--- DATA FOR ANALYSIS Enclosed Below ---
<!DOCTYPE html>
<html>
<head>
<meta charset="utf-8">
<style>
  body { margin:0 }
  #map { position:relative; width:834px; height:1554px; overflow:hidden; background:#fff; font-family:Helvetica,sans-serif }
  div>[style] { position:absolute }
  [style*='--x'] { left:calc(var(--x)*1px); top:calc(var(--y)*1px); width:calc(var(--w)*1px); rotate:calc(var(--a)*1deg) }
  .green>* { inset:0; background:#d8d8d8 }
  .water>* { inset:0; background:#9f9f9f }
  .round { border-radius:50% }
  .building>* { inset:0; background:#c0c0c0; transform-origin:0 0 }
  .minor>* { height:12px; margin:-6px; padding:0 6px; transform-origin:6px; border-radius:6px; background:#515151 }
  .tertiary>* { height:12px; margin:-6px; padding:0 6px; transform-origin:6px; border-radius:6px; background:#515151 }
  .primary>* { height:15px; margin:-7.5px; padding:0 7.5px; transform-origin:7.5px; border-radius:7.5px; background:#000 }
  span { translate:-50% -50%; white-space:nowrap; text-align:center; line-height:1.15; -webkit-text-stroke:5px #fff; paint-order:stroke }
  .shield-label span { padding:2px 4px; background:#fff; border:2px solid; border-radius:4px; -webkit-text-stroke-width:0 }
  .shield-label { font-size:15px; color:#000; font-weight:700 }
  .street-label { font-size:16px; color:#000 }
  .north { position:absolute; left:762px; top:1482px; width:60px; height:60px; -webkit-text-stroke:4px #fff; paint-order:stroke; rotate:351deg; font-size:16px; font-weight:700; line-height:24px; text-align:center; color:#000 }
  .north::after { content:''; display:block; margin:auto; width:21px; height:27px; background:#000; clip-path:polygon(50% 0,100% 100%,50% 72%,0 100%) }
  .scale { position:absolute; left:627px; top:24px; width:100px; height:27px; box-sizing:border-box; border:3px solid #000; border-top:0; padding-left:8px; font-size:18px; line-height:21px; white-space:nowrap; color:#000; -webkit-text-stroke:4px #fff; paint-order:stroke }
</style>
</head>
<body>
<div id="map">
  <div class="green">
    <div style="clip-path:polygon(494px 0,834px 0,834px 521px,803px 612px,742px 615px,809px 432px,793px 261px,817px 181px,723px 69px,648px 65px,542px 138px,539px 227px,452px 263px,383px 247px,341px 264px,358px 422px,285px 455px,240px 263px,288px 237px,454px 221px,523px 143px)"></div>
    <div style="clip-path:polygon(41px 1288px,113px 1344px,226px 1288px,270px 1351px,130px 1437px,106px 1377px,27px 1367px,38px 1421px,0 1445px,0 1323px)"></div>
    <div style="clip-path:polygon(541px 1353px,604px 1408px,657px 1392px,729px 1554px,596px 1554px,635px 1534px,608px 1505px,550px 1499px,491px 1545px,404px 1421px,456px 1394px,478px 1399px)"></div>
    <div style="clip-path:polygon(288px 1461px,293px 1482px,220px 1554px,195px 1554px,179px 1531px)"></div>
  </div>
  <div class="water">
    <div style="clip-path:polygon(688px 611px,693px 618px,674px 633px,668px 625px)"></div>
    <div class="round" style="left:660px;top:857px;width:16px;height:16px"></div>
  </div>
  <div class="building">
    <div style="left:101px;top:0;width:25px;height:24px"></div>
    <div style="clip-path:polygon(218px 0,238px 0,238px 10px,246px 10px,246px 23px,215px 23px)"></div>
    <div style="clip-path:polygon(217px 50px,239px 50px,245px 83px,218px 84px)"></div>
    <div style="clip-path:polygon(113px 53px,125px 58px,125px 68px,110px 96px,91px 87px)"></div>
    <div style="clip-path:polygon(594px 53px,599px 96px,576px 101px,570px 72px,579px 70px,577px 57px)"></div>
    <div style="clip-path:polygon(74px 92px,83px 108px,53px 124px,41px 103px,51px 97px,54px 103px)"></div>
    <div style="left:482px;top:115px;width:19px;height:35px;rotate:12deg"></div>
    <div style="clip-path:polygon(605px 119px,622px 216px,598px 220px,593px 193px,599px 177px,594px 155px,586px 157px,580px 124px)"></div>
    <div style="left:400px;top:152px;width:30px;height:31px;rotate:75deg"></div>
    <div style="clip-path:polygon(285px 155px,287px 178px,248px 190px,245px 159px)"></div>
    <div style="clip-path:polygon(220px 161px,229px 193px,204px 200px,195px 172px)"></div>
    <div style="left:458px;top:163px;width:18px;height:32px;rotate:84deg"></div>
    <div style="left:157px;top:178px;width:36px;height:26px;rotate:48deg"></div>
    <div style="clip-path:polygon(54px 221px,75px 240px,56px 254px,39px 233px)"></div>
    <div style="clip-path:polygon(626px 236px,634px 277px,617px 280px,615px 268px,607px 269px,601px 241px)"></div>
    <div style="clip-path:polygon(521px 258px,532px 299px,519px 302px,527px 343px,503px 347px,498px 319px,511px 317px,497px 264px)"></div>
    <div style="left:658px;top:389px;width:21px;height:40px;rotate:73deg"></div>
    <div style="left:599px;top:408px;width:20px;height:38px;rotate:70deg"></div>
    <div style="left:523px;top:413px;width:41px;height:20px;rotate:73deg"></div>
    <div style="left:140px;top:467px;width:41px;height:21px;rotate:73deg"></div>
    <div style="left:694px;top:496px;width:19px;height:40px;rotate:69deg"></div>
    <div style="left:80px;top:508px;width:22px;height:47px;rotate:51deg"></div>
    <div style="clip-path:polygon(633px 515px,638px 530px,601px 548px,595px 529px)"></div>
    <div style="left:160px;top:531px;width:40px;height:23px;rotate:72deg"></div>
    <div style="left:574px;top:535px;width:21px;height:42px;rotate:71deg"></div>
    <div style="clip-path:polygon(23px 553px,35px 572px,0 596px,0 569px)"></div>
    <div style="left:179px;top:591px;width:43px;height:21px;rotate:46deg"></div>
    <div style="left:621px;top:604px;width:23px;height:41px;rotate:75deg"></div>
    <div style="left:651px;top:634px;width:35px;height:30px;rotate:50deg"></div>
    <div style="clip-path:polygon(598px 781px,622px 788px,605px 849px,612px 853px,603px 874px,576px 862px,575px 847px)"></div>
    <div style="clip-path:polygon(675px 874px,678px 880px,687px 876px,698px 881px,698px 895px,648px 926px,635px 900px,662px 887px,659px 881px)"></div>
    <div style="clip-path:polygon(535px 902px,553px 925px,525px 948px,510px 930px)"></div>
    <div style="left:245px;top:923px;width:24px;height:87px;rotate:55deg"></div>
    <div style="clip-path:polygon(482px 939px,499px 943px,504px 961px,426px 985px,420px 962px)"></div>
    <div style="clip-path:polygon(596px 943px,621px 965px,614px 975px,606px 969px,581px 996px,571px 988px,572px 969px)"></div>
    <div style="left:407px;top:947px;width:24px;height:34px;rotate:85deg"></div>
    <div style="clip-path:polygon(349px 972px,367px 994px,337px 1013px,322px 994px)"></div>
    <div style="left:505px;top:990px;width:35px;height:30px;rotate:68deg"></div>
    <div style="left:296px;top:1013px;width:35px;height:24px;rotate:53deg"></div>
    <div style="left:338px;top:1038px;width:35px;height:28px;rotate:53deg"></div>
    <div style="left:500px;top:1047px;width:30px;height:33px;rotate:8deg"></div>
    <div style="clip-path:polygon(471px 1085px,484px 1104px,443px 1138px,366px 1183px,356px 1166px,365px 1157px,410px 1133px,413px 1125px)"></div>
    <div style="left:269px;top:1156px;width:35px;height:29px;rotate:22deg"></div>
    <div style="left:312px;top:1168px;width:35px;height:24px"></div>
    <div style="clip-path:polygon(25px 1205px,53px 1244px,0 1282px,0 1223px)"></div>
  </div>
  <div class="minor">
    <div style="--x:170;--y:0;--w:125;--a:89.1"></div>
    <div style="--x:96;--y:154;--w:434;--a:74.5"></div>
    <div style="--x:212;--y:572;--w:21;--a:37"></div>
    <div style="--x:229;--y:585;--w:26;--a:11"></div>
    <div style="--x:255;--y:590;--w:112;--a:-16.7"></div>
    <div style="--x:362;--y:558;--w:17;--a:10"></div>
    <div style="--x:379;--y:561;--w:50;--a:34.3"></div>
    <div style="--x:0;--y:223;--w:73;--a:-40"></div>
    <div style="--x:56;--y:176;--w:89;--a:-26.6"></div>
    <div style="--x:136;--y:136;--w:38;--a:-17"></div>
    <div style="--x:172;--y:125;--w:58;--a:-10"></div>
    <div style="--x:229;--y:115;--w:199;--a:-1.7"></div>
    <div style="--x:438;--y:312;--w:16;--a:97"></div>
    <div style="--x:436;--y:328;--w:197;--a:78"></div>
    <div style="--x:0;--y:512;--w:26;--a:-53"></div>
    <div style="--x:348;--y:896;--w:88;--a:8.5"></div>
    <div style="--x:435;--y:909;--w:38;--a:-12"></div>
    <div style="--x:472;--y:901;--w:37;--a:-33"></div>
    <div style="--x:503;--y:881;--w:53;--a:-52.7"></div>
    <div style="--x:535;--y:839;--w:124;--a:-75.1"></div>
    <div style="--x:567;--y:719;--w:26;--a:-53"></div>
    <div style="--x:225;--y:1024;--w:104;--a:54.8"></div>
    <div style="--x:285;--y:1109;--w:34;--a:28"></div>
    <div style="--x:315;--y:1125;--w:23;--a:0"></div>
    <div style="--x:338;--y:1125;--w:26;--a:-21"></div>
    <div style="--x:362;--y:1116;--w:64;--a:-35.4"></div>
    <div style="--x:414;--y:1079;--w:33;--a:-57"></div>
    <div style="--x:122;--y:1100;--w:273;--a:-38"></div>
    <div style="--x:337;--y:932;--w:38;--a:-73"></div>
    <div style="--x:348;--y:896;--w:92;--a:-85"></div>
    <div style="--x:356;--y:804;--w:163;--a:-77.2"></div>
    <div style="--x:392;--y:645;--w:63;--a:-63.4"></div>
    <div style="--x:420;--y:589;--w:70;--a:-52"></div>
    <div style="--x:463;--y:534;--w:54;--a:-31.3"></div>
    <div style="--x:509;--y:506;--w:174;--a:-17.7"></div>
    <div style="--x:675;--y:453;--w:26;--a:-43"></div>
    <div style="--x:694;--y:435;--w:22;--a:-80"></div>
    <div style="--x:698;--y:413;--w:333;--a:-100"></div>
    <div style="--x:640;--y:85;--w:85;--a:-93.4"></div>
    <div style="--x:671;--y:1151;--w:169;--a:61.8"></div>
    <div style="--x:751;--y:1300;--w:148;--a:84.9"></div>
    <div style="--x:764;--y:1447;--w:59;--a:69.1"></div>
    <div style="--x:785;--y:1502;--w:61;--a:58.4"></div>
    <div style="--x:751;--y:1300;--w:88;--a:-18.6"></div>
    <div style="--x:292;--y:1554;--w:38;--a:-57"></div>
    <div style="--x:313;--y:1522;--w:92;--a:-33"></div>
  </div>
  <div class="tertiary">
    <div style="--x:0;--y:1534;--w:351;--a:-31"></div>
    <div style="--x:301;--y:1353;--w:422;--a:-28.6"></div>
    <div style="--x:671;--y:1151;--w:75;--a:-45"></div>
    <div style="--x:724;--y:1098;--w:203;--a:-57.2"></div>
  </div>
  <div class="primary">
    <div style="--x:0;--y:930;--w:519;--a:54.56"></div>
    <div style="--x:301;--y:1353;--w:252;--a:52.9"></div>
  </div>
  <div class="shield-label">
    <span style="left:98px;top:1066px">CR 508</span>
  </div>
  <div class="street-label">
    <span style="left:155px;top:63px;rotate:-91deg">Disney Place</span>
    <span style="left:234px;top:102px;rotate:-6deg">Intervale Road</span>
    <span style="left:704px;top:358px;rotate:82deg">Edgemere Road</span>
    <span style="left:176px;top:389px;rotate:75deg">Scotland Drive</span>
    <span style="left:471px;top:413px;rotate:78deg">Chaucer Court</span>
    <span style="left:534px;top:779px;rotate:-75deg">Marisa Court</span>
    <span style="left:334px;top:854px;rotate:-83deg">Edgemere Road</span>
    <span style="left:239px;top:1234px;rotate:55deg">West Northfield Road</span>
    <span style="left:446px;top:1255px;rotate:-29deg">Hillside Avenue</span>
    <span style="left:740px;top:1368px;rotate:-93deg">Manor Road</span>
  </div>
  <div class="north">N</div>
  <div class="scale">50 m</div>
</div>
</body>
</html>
--- End of Enclosed DATA FOR ANALYSIS ---
--- ABOUT THIS TASK ---
Everything from the first line of the records above to the line containing "position:absolute; left:762px; top:1482px;", inclusive, should be repeated exactly; leave out the rest.

--- ANSWER AREA ---
<!DOCTYPE html>
<html>
<head>
<meta charset="utf-8">
<style>
  body { margin:0 }
  #map { position:relative; width:834px; height:1554px; overflow:hidden; background:#fff; font-family:Helvetica,sans-serif }
  div>[style] { position:absolute }
  [style*='--x'] { left:calc(var(--x)*1px); top:calc(var(--y)*1px); width:calc(var(--w)*1px); rotate:calc(var(--a)*1deg) }
  .green>* { inset:0; background:#d8d8d8 }
  .water>* { inset:0; background:#9f9f9f }
  .round { border-radius:50% }
  .building>* { inset:0; background:#c0c0c0; transform-origin:0 0 }
  .minor>* { height:12px; margin:-6px; padding:0 6px; transform-origin:6px; border-radius:6px; background:#515151 }
  .tertiary>* { height:12px; margin:-6px; padding:0 6px; transform-origin:6px; border-radius:6px; background:#515151 }
  .primary>* { height:15px; margin:-7.5px; padding:0 7.5px; transform-origin:7.5px; border-radius:7.5px; background:#000 }
  span { translate:-50% -50%; white-space:nowrap; text-align:center; line-height:1.15; -webkit-text-stroke:5px #fff; paint-order:stroke }
  .shield-label span { padding:2px 4px; background:#fff; border:2px solid; border-radius:4px; -webkit-text-stroke-width:0 }
  .shield-label { font-size:15px; color:#000; font-weight:700 }
  .street-label { font-size:16px; color:#000 }
  .north { position:absolute; left:762px; top:1482px; width:60px; height:60px; -webkit-text-stroke:4px #fff; paint-order:stroke; rotate:351deg; font-size:16px; font-weight:700; line-height:24px; text-align:center; color:#000 }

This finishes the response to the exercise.